Wednesday, June 27, 2012

Nervous

Today was it- I finally moved out of my classroom and The Think Tank. My things are sitting in boxes along the wall of the new school- waiting nervously to see what comes next.

I have an active imagination. Perhaps too active at times. And I've had horrible experiences with a previous school so my imagination is on overdrive creating scenarios for me of all the things that can possibly happen next year. The phenomenal administration team that won me over and has me excited to work over there has turned, in my imagination, into fire breathing dragons who are waiting at every step to find ways to crush my teaching spirit, look for any small mistake I make and use it to destroy my career. The imaginary scenarios run wild and I wonder what I was thinking. Then I see the administration again in person and am reminded of why I made the decision. I can breath again, at least, for a little while.

If there is anything I've come to believe strongly in over the years it is that the administration of a school sets the tone of the building. The culture, how hard people are willing to work, how people collaborate, how people treat each other, the humanness of how people interact with one another and the kids all comes from the administration. It means that every school is different no matter how close they represent one another and how closely they follow district mandates.
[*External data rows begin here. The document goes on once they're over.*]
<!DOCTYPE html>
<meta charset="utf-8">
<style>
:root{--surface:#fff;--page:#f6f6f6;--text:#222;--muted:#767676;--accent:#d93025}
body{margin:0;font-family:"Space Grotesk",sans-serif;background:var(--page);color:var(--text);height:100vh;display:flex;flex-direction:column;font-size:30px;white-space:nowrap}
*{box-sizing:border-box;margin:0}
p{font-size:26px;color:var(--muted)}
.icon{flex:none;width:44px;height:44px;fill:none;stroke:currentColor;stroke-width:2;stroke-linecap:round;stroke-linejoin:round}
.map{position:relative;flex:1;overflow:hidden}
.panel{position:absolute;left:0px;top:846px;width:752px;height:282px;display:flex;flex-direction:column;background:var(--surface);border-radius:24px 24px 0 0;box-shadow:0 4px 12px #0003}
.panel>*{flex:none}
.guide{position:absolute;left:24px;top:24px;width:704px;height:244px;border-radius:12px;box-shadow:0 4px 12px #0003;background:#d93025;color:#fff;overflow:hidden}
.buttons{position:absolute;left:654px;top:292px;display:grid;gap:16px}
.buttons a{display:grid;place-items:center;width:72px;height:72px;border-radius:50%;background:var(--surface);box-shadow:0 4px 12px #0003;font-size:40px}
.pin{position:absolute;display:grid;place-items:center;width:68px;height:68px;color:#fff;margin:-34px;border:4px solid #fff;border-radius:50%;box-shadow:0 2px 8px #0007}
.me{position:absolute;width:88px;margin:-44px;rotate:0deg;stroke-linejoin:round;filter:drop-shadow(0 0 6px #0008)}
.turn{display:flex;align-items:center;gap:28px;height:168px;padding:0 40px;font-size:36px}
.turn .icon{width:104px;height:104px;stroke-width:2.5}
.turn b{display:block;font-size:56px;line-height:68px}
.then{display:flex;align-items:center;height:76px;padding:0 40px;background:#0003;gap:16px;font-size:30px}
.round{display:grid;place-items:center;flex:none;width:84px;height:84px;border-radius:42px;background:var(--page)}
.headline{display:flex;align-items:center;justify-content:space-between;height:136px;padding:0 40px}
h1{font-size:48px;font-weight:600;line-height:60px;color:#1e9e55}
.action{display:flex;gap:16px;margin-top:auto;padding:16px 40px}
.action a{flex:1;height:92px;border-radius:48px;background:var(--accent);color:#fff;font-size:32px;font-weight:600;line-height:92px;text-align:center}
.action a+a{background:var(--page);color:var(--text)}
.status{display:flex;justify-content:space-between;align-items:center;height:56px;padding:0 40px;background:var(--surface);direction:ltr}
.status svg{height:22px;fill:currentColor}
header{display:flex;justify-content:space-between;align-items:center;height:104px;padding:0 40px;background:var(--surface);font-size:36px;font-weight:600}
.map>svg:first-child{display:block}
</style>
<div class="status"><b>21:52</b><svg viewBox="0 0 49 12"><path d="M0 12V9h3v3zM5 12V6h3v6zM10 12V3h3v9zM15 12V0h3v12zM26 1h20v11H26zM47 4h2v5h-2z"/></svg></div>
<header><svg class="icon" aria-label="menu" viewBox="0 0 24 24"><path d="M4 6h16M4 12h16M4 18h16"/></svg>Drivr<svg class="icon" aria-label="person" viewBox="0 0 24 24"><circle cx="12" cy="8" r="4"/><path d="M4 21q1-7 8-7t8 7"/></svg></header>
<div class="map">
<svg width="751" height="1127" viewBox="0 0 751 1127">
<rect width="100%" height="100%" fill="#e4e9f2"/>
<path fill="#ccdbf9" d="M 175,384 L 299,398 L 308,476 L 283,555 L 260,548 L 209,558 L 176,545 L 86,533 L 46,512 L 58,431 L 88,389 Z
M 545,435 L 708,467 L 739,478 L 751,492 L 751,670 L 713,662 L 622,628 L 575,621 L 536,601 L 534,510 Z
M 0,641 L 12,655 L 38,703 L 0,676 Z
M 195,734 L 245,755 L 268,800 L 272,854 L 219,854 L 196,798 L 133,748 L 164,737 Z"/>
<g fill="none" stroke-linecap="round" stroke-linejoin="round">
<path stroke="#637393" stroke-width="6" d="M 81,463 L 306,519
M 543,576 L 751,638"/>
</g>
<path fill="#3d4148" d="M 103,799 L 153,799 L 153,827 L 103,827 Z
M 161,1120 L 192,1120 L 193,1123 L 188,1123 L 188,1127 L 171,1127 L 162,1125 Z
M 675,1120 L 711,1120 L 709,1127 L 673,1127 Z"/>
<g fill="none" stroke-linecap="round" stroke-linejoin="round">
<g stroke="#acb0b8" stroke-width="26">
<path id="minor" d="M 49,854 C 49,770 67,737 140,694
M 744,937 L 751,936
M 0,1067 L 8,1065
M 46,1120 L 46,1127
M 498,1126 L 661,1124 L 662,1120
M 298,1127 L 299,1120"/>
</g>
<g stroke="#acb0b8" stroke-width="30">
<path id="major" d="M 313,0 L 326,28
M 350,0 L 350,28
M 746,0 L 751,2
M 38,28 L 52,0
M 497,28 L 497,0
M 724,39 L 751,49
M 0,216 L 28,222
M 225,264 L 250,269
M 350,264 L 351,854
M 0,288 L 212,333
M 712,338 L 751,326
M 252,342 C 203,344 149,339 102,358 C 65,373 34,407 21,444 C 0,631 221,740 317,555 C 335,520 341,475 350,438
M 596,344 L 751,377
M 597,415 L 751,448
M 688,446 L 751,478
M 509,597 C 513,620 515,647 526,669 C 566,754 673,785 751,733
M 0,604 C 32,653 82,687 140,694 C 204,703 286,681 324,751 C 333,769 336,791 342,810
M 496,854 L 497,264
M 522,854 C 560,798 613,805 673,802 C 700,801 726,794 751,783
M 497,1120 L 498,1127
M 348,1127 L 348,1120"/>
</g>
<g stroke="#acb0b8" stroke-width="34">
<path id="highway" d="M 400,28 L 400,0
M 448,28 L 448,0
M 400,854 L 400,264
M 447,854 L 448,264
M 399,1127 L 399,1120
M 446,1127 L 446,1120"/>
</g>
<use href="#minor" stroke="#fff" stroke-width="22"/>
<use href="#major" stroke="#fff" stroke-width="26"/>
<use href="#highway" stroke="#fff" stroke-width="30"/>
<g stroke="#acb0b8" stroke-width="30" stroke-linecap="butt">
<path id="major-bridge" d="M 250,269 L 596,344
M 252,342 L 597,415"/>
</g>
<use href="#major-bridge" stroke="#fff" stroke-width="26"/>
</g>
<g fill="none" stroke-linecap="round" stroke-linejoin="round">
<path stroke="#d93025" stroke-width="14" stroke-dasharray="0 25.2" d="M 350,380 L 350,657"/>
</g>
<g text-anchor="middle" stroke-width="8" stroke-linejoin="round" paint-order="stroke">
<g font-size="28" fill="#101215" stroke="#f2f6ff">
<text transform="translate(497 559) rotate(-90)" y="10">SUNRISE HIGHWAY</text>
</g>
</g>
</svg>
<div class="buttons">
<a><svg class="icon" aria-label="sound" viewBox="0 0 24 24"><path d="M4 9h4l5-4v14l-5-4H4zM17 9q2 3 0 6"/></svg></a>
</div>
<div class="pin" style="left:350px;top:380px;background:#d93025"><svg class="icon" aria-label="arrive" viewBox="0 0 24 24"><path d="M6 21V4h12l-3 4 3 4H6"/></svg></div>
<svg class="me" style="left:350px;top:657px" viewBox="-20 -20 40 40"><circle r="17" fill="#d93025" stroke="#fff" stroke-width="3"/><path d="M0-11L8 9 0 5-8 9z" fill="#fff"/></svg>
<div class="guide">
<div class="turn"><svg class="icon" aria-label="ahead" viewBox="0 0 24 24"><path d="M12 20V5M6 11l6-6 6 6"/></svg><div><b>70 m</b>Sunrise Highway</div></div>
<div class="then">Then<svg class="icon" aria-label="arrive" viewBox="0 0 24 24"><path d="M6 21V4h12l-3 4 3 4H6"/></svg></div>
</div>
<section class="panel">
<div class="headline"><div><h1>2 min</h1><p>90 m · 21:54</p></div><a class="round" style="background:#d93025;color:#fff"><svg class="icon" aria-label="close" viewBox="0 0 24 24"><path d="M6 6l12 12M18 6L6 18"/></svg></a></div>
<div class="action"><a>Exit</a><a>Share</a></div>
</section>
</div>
Moving my boxes over there today I found myself feeling like a college freshman- the confidence and security I'd had before in my comfortable world is about to be completely rocked. We all need now and then- I'd hate to think of who I would be if I'd stayed in high school forever (ummmm, someone with bad taste in clothes, music, and a way-too narrow view of the world). Still, I surprised myself at how young and small I felt walking the new halls, not yet having found my spot or proved that I belong there.

I'll spend the summer nervously telling myself to not listen to the stories my imagination is trying to create and distract myself with keeping up with my crawling little one, taking Magical to the library, summer reading, and enjoying being out of work for awhile.